- Origin: Montreal, Quebec, Canada
- Genres: Baroque music
- Years active: 2001–present
- Website: www.theatreofearlymusic.com

= Theatre of Early Music =

Canadian instrumental ensemble

The Theatre of Early Music is a choir and Baroque instrumental ensemble based in Montreal, and later in Toronto. It is conducted by Daniel Taylor. The group performs and records early sacred music.
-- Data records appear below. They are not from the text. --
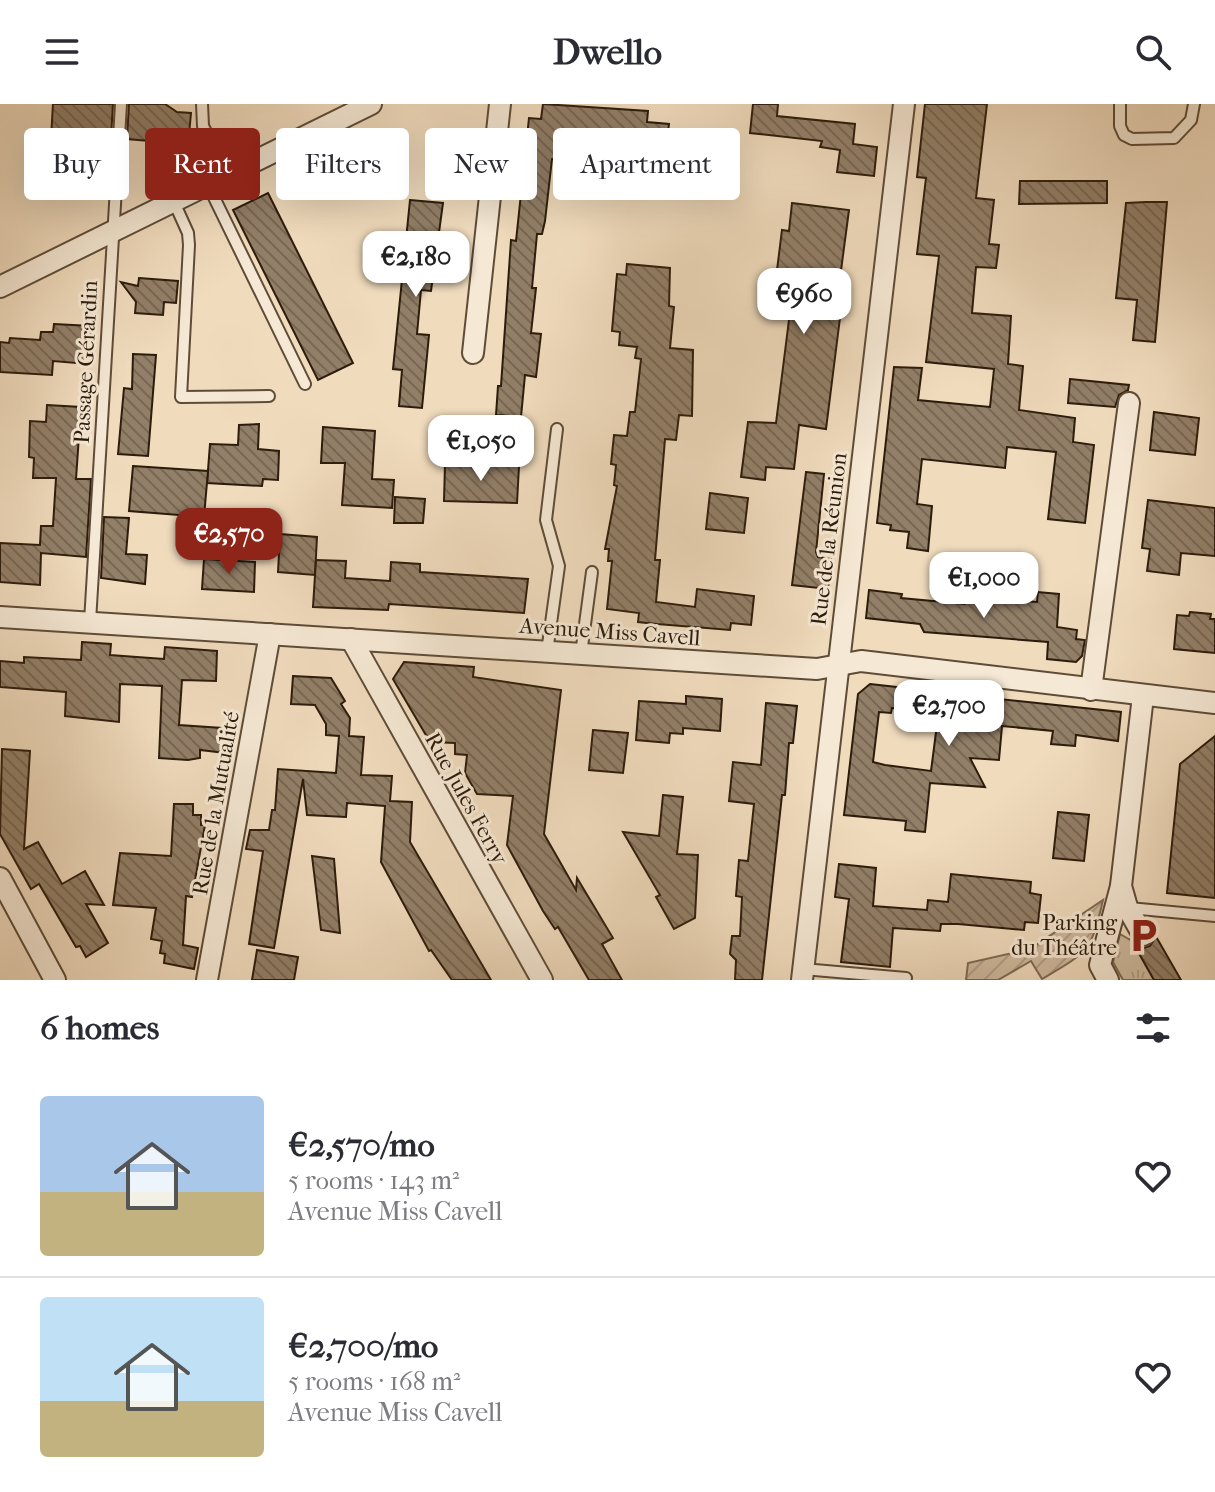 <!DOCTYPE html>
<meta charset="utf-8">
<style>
:root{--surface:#fff;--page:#f7f7f7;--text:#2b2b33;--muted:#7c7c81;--line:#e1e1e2;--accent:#8f2418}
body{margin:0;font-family:"IM FELL French Canon",serif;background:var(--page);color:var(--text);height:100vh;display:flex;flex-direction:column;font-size:30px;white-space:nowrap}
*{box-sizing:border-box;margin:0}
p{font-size:26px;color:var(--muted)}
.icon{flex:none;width:44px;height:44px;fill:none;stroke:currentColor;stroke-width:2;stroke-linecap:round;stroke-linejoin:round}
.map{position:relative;height:876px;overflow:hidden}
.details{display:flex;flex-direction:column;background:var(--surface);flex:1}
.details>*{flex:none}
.top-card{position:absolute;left:24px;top:24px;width:800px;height:72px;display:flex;gap:16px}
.price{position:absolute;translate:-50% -68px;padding:0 18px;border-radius:16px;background:#fff;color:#222;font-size:26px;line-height:52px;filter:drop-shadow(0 2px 4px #0008)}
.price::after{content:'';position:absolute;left:50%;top:48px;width:24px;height:18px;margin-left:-12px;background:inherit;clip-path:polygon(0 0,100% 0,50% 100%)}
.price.current{background:var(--accent);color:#fff}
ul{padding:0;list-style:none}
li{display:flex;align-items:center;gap:24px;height:200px;padding:0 40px}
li+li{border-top:2px solid var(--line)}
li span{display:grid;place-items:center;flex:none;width:224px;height:160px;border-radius:8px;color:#555}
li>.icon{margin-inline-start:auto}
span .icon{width:96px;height:96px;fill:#fffc;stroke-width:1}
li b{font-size:34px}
h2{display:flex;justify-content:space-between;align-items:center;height:96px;padding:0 40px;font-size:34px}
.pill{padding:0 28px;border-radius:8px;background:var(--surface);box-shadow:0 8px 32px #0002;font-size:28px;line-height:72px}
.pill.current{background:var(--accent);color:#fff}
header{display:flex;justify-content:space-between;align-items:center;height:104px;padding:0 40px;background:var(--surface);font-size:36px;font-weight:700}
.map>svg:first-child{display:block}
</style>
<header><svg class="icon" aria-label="menu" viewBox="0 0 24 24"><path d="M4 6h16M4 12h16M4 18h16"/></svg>Dwello<svg class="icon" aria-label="search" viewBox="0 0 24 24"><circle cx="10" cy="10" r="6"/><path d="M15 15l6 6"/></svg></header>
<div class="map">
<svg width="1215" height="876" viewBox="0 0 1215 876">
<defs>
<pattern id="grass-tufts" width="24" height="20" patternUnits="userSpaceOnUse" patternTransform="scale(2)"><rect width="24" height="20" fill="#cfbb9f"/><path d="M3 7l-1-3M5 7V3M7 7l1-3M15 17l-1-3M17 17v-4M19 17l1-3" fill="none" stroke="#b2a088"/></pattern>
<pattern id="garden-furrows" width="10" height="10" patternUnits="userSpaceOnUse" patternTransform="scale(2)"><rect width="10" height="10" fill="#cfbb9f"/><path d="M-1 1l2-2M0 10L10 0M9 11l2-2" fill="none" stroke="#b2a088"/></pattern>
<pattern id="building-back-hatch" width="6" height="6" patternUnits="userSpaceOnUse" patternTransform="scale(2)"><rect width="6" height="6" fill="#927f68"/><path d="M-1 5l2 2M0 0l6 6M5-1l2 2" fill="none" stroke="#786754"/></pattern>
</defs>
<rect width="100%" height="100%" fill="#f0dbbd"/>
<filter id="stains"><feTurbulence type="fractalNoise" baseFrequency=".0025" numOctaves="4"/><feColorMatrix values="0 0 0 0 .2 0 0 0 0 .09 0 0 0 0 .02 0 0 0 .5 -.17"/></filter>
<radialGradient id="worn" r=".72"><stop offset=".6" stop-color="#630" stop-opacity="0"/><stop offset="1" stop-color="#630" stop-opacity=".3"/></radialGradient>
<!-- grass -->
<path fill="url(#grass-tufts)" stroke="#7e6c56" stroke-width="2" d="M1120 830 1132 837 1154 876H1123L1113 858Z"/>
<!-- garden -->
<path fill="url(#garden-furrows)" stroke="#7e6c56" stroke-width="2" d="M1103 796C1091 848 1088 848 1042 875L1031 857 998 876H966L968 859 1030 845Z"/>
<!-- building -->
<g fill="url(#building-back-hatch)" stroke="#2d1c0c" stroke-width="2">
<path d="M53 0H113L111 33 99 32 96 83 80 82 79 92 56 91 58 52H50Z"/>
<path d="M129 0H165L177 8 191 9 189 31 161 29V38L127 35Z"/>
<path d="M543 0 648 7 647 18 669 20 668 28 722 33 716 79 602 68 603 60 552 55 545 117 542 130H537L532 184H536L531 229 541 230 536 273 525 271 521 313 496 311 498 282H501L511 136 516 137 529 14 541 15Z"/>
<path d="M753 0H778L777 12 855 20 853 40 877 43 874 72 837 68 840 46 820 43 822 37 750 29Z"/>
<path d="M925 0H987L976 94 994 96 989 140 999 141 996 164 976 163 972 209 1011 212 1008 260 1023 262 1019 306 1075 314 1073 338 1094 341 1085 419 1048 415 1056 348 1007 343 1005 364 922 355 917 400 932 402 928 447 907 444 909 428 890 426 891 421 877 419 894 263 922 264 918 296 990 303 994 265 926 258 939 152 917 150 926 74 917 73Z"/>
<path d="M429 57 468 61 465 91 426 88Z"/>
<path d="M1020 77H1107V99L1019 100Z"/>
<path d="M268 89 353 259 318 276 233 106Z"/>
<path d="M410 96 443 99 431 187 421 186 417 230 429 231 422 304 399 302 402 266 393 265Z"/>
<path d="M1146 98H1167L1155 238 1133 236 1137 196 1116 194 1126 99Z"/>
<path d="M792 99 849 106 840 174H845L826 325 799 321 794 365 766 363 765 376 741 373 748 318 776 319 795 168 777 166 782 126 789 127Z"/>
<path d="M627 160 670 164 669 202 674 203 670 244 693 246 692 312 679 311 676 336 665 335 655 456H660L656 498 695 503 697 485 754 492 751 521 731 519 730 526 657 520 638 518 639 509 607 505 612 457H608L609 445H605L617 382 614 381 616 361 611 360 614 331 627 332 630 308H635L641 255 635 254 637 243 619 241 620 228 612 227 617 170 626 171Z"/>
<path d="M139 174 178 177 176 199 164 198 163 211 135 209 136 198 121 178 138 182Z"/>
<path d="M54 220 91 222 88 260 53 257 52 271 0 268V238L9 239 10 234 40 236 41 228H53Z"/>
<path d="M133 250 156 251 148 352 118 350 124 284 132 285Z"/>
<path d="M1070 275 1129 281 1128 286 1119 291 1115 303 1068 299Z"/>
<path d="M47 301 81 303 76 375H91L86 453 41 449 40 481 0 478V439L40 441 41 422H53L56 374H33L34 354 29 353 30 317 46 318Z"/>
<path d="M1154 308 1199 314 1195 351 1150 346Z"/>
<path d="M259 320 258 345 279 347 278 376 263 375 262 382 207 379 210 340 238 341 239 321Z"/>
<path d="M323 323 375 327 372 375 394 376 392 404 342 401 345 359H321Z"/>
<path d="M445 360 519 362 517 399 444 397Z"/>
<path d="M133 362 208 367 204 413 129 407Z"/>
<path d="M806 368 824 370 816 448 818 453 831 455 828 485 792 481Z"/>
<path d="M710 389 748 394 744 429 706 425Z"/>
<path d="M395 393 425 395 423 419H394Z"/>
<path d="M1148 396 1215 404V452L1181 449 1179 471 1147 467 1150 445 1142 444Z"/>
<path d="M104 413 129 414 126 450 147 451 145 480 101 474Z"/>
<path d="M280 430 317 433 315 471 278 468Z"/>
<path d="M204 455 255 458 254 488 202 485Z"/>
<path d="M316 456 346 457 345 474 390 477 391 458 420 460V468L528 475 524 509 389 500 388 506 313 503Z"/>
<path d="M869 486 902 490 901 494 965 500 966 493 1037 498 1038 488 1059 490 1057 523 1077 526 1076 535 1085 536 1082 552 1076 558 1047 555 1048 538 924 528 920 520 866 514Z"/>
<path d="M1190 508 1211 510 1210 515H1215V549L1174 545 1177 511 1189 512Z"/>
<path d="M82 538 111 540 110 551 164 555 165 543 217 547 216 577 182 576 179 621 237 625 233 650 200 646V654L188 656 159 654 162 582 120 580 119 618 65 612 66 588 0 583V557L24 559V553L81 556Z"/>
<path d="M404 558 474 563 473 573 561 586 544 730 576 786 577 774 613 834 602 840 622 876H589L558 823 555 825 543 807 507 741 513 692 477 690 465 669 467 651 455 650V639L430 638 393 575Z"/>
<path d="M293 572 331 574 345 597 341 600 350 614 349 632 364 633 361 671 392 672 390 697 412 698 410 738 491 876H452L431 846 429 847 381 758 385 702 347 699 346 713 307 711 303 675 274 844 249 840 263 747 246 745 250 726H269L272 706H275L278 665 336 669 339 632 326 631V620L315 601 291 600Z"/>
<path d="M870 580 941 588 938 609 892 604 891 609 879 608 873 658 885 661 931 667 939 605 989 612 990 594 1121 608 1118 637 1076 631 1075 642 1051 640 1053 627 1002 622 999 656 970 654 985 683 930 679 925 728 905 726 906 717 844 711 858 590Z"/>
<path d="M686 592 722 595 720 627 683 624V630L670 629 669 639 636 636 639 597 686 600Z"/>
<path d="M766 599 797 602 793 639H789L785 691H782L762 876H735L736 856 730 850 732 832H740L742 793 736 792 739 756 748 757 754 700 729 697 733 658 761 661Z"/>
<path d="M593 626 628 629 623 669 589 666Z"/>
<path d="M1215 632V794L1167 789 1180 660Z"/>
<path d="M2 645 30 647 24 745 38 738 62 780 85 767 104 801 86 800 108 839 86 853 80 842 76 843 39 780 31 785 0 730Z"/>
<path d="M663 691 683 693 677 750 698 751 695 814 674 825 656 793 660 791 623 728 659 732Z"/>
<path d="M174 700H193V711H201V721H205L192 793 186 792 183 841 198 844 194 865 164 859 165 850 160 849 162 837 151 835 156 804 113 801 120 749 171 752Z"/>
<path d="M1058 708 1089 711 1084 757 1053 754Z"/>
<path d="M312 752 334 755 340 829 321 826Z"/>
<path d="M839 760 876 764 873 802 927 806 928 796 948 798 951 770 1031 778 1030 789 1041 791 1038 819 1025 818 1024 826 958 820H941L940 827 893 824 890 863 841 858 849 795 835 793Z"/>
<path d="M1156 833 1158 836 1181 876H1154L1132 837 1144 844 1150 842Z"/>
<path d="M257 846 298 853 294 876H252Z"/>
</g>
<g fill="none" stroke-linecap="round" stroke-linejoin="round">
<defs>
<g id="lane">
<path d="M202 0 203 22 228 71"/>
<path d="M1120 0V22L1124 31 1132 35 1174 34 1191 16 1194 0"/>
<path d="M208 81 305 280"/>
<path d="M174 98 188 129 189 141 181 293 269 292"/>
<path d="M90 518 121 0"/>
<path d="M547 548 559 462 546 416 557 325"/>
<path d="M581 550 592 468"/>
<path d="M1129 804 1215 812"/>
<path d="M803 865 906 874"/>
</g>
<g id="street">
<path d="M0 183 371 0"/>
<path d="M473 249 500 0"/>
<path d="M0 513 817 565 861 557 1215 599"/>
<path d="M351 535 542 876"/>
<path d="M1091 586 1129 299"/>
<path d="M0 774 55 876"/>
<path d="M1143 831 1127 803 1121 782 1143 592"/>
<path d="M207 876 270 530"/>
<path d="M802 876 904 0"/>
<path d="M1108 876 1100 861 1121 782"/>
</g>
</defs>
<!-- lane casing -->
<use href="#lane" stroke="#5e4c38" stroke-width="14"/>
<!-- street casing -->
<use href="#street" stroke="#5e4c38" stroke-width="24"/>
<!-- lane -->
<use href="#lane" stroke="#f5e8d4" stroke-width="10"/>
<!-- street -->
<use href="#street" stroke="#f5e8d4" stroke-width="20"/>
</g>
<!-- icons -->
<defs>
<symbol id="parking-bare" viewBox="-9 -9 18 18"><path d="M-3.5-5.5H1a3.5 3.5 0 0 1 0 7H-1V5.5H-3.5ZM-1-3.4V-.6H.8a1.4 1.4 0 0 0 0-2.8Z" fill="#8f2418" stroke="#f5e8d4" stroke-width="2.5" paint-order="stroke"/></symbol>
</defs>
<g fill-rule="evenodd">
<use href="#parking-bare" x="1118" y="806" width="51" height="51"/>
</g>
<g text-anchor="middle" stroke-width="6" stroke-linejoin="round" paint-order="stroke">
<!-- street labels -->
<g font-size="22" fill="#2d1c0c" stroke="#f5e8d4">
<text transform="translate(85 258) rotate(-87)" y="8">Passage Gérardin</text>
<text transform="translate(828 435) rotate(-83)" y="8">Rue de la Réunion</text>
<text transform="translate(610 527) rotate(4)" y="8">Avenue Miss Cavell</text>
<text transform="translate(467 694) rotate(61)" y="8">Rue Jules Ferry</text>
<text transform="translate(215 699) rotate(-80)" y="8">Rue de la Mutualité</text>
</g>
<!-- poi labels -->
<g font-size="22" fill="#2d1c0c" stroke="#f5e8d4" text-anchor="end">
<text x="1117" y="826">Parking<tspan x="1117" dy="25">du Théâtre</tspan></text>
</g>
</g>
<rect width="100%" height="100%" filter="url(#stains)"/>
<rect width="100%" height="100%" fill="url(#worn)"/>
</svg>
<b class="price" style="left:416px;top:195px">€2,180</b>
<b class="price" style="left:804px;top:232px">€960</b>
<b class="price" style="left:481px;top:379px">€1,050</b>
<b class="price current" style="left:229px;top:472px">€2,570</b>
<b class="price" style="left:984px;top:516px">€1,000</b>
<b class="price" style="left:949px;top:644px">€2,700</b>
<div class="top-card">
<a class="pill">Buy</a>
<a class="pill current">Rent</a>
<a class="pill">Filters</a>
<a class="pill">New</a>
<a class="pill">Apartment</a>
</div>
</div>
<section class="details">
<h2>6 homes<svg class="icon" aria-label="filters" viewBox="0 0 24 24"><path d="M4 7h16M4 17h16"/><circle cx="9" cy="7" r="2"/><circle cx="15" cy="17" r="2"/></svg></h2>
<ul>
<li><span style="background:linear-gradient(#a9c7e8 60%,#c2b280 0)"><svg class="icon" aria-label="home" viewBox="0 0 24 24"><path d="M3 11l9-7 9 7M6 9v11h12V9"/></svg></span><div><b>€2,570/mo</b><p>5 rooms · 143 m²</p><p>Avenue Miss Cavell</p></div><svg class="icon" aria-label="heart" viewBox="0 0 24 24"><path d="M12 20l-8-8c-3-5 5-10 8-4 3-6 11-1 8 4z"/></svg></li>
<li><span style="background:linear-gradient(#bfe0f5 65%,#c2b280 0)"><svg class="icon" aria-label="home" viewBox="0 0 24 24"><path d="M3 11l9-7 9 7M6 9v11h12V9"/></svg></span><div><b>€2,700/mo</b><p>5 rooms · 168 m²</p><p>Avenue Miss Cavell</p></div><svg class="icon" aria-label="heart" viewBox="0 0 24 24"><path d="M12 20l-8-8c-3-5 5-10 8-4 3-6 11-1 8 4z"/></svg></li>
</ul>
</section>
Among of the group's better known pieces are various settings of the Stabat Mater.

==History==
The Theatre of Early Music was founded by Daniel Taylor in 2001.

The recording Bach Cantatas was nominated for the Classical Album of the Year Juno Award in 2003.

The group's recording Scarlatti: Stabat Mater was reviewed in the Early Music Review in 2005. It was nominated for a Juno Award in 2006.

In 2009, the group released the album The Voice of Bach.

In 2011, the Theatre of Early Music performed in New York City at Weill Recital Hall.

In 2015, the recording The Heart's Refuge was nominated for a Juno Award.

The group moved its focus to Toronto when Taylor, its conductor and founder, joined the University of Toronto faculty.

In 2018, the group performed at the Music and Beyond festival in Ottawa.